┌─ DATASET RECORDS

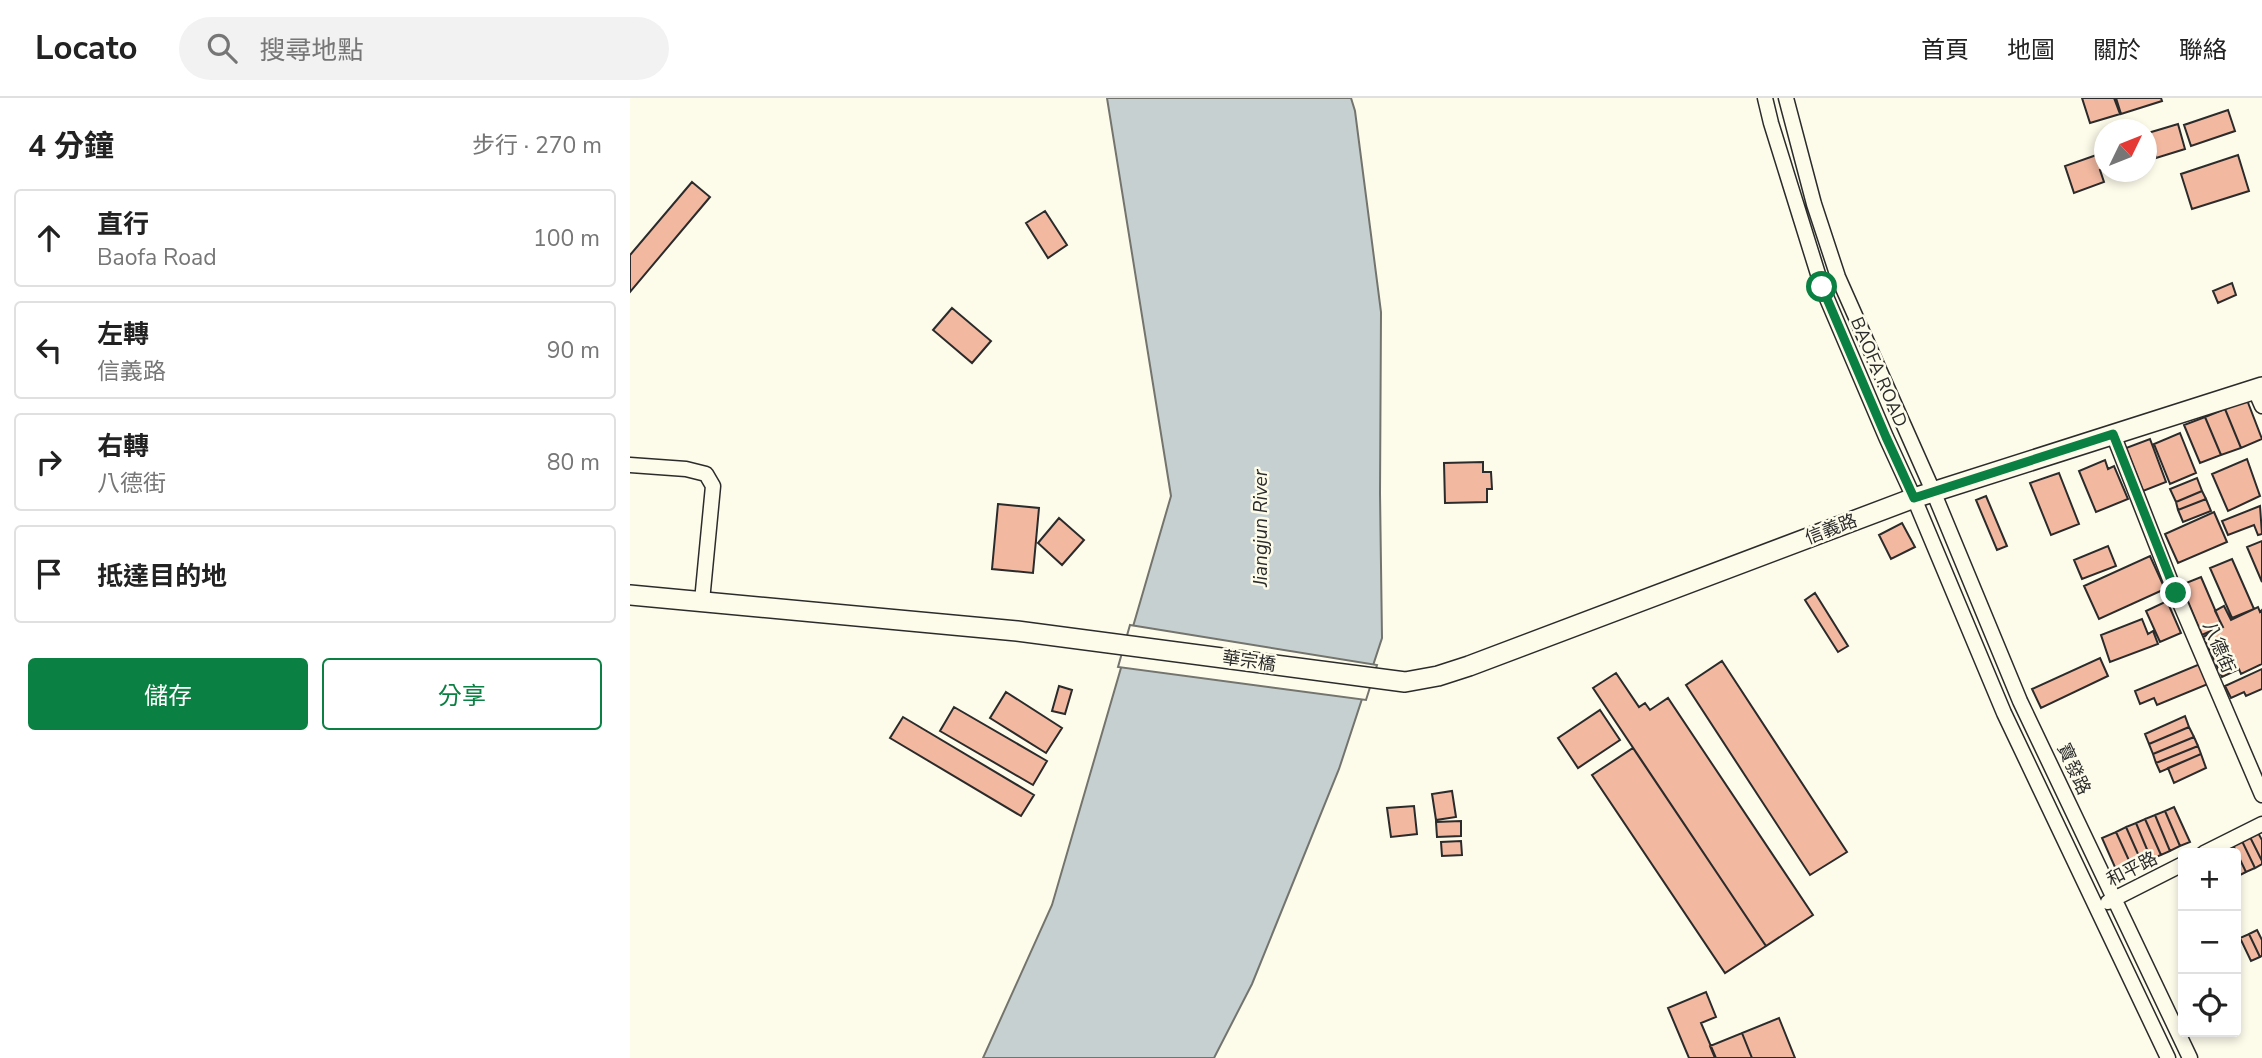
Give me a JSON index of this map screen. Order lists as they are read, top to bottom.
{
  "streets": {
    "street": [
      "BAOFA ROAD",
      "信義路",
      "八德街",
      "華宗橋",
      "寶發路",
      "和平路"
    ]
  },
  "crossings": [
    ["BAOFA ROAD", "信義路"],
    ["BAOFA ROAD", "寶發路"],
    ["信義路", "八德街"],
    ["信義路", "華宗橋"],
    ["信義路", "寶發路"],
    ["寶發路", "和平路"]
  ],
  "water": ["Jiangjun River"],
  "north": "top right",
  "page": {
    "header": "Locato",
    "search": "搜尋地點",
    "nav": [
      "首頁",
      "地圖",
      "關於",
      "聯絡"
    ],
    "heading": ["4 分鐘", "步行 · 270 m"],
    "list": [
      ["直行", "Baofa Road", "100 m"],
      ["左轉", "信義路", "90 m"],
      ["右轉", "八德街", "80 m"],
      "抵達目的地"
    ],
    "buttons": ["儲存", "分享"],
    "map_buttons": ["+", "−"]
  }
}
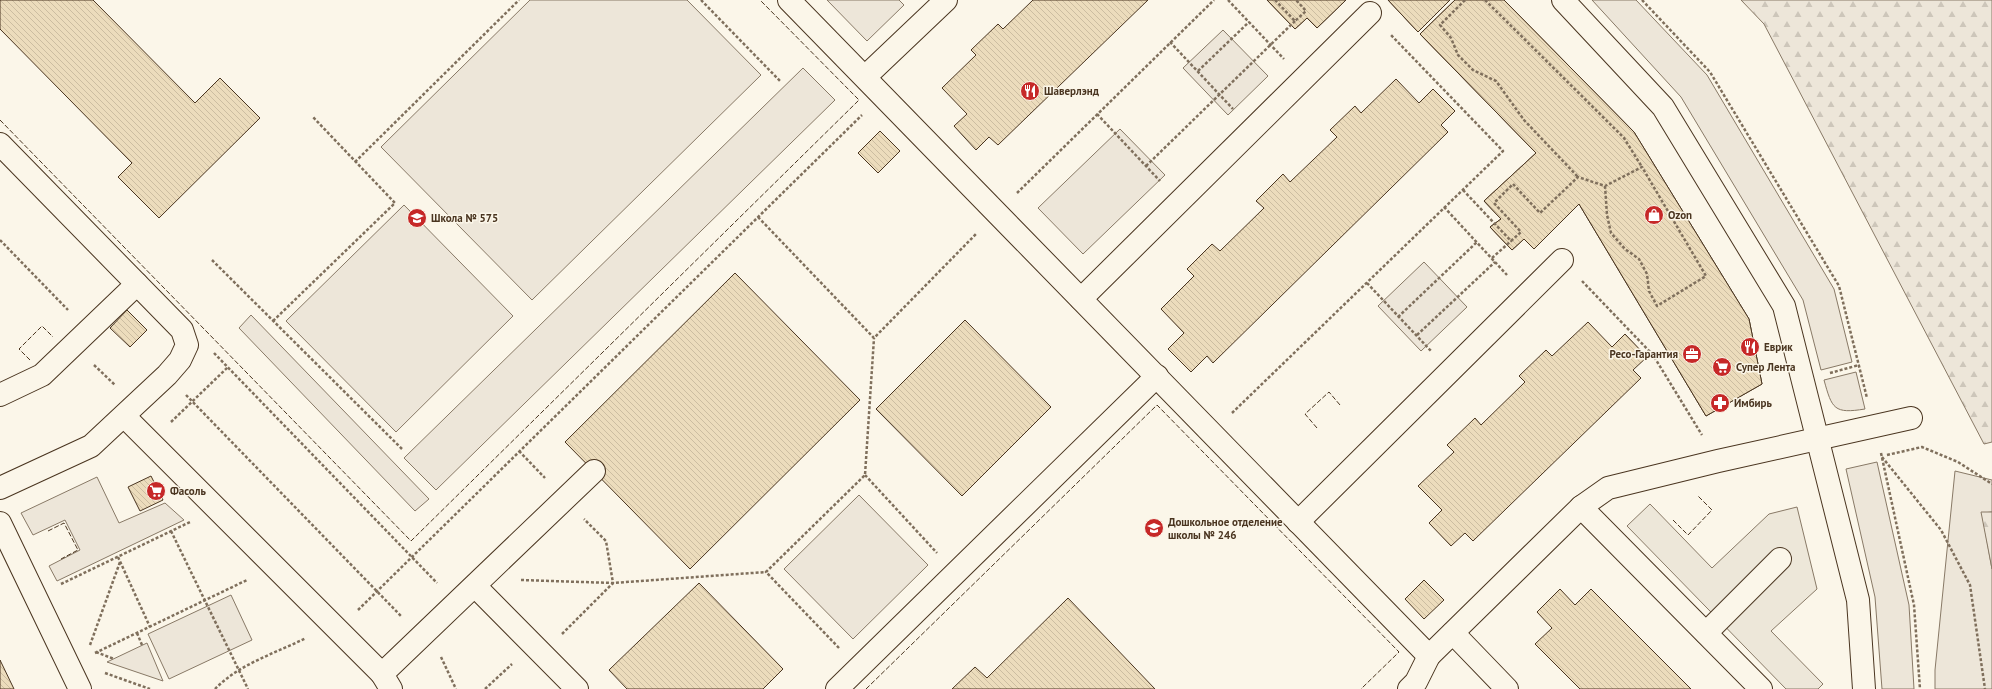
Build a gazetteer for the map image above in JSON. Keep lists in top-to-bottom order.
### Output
{
  "places": {
    "restaurant": ["Шаверлэнд", "Еврик"],
    "shop": ["Ozon"],
    "school or university": ["Школа № 575", "Дошкольное отделение школы № 246"],
    "office": ["Ресо-Гарантия"],
    "supermarket": ["Супер Лента", "Фасоль"],
    "pharmacy": ["Имбирь"]
  }
}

└─

AIM OF THE TASK: Word for word, give the data above again, without any images.

FINAL ANSWER:
Give me a JSON index of this map screen. Order lists as they are read, top to bottom.
{
  "streets": {
    "street": [
      "BAOFA ROAD",
      "信義路",
      "八德街",
      "華宗橋",
      "寶發路",
      "和平路"
    ]
  },
  "crossings": [
    ["BAOFA ROAD", "信義路"],
    ["BAOFA ROAD", "寶發路"],
    ["信義路", "八德街"],
    ["信義路", "華宗橋"],
    ["信義路", "寶發路"],
    ["寶發路", "和平路"]
  ],
  "water": ["Jiangjun River"],
  "north": "top right",
  "page": {
    "header": "Locato",
    "search": "搜尋地點",
    "nav": [
      "首頁",
      "地圖",
      "關於",
      "聯絡"
    ],
    "heading": ["4 分鐘", "步行 · 270 m"],
    "list": [
      ["直行", "Baofa Road", "100 m"],
      ["左轉", "信義路", "90 m"],
      ["右轉", "八德街", "80 m"],
      "抵達目的地"
    ],
    "buttons": ["儲存", "分享"],
    "map_buttons": ["+", "−"]
  }
}
Build a gazetteer for the map image above in JSON. Keep lists in top-to-bottom order.
### Output
{
  "places": {
    "restaurant": ["Шаверлэнд", "Еврик"],
    "shop": ["Ozon"],
    "school or university": ["Школа № 575", "Дошкольное отделение школы № 246"],
    "office": ["Ресо-Гарантия"],
    "supermarket": ["Супер Лента", "Фасоль"],
    "pharmacy": ["Имбирь"]
  }
}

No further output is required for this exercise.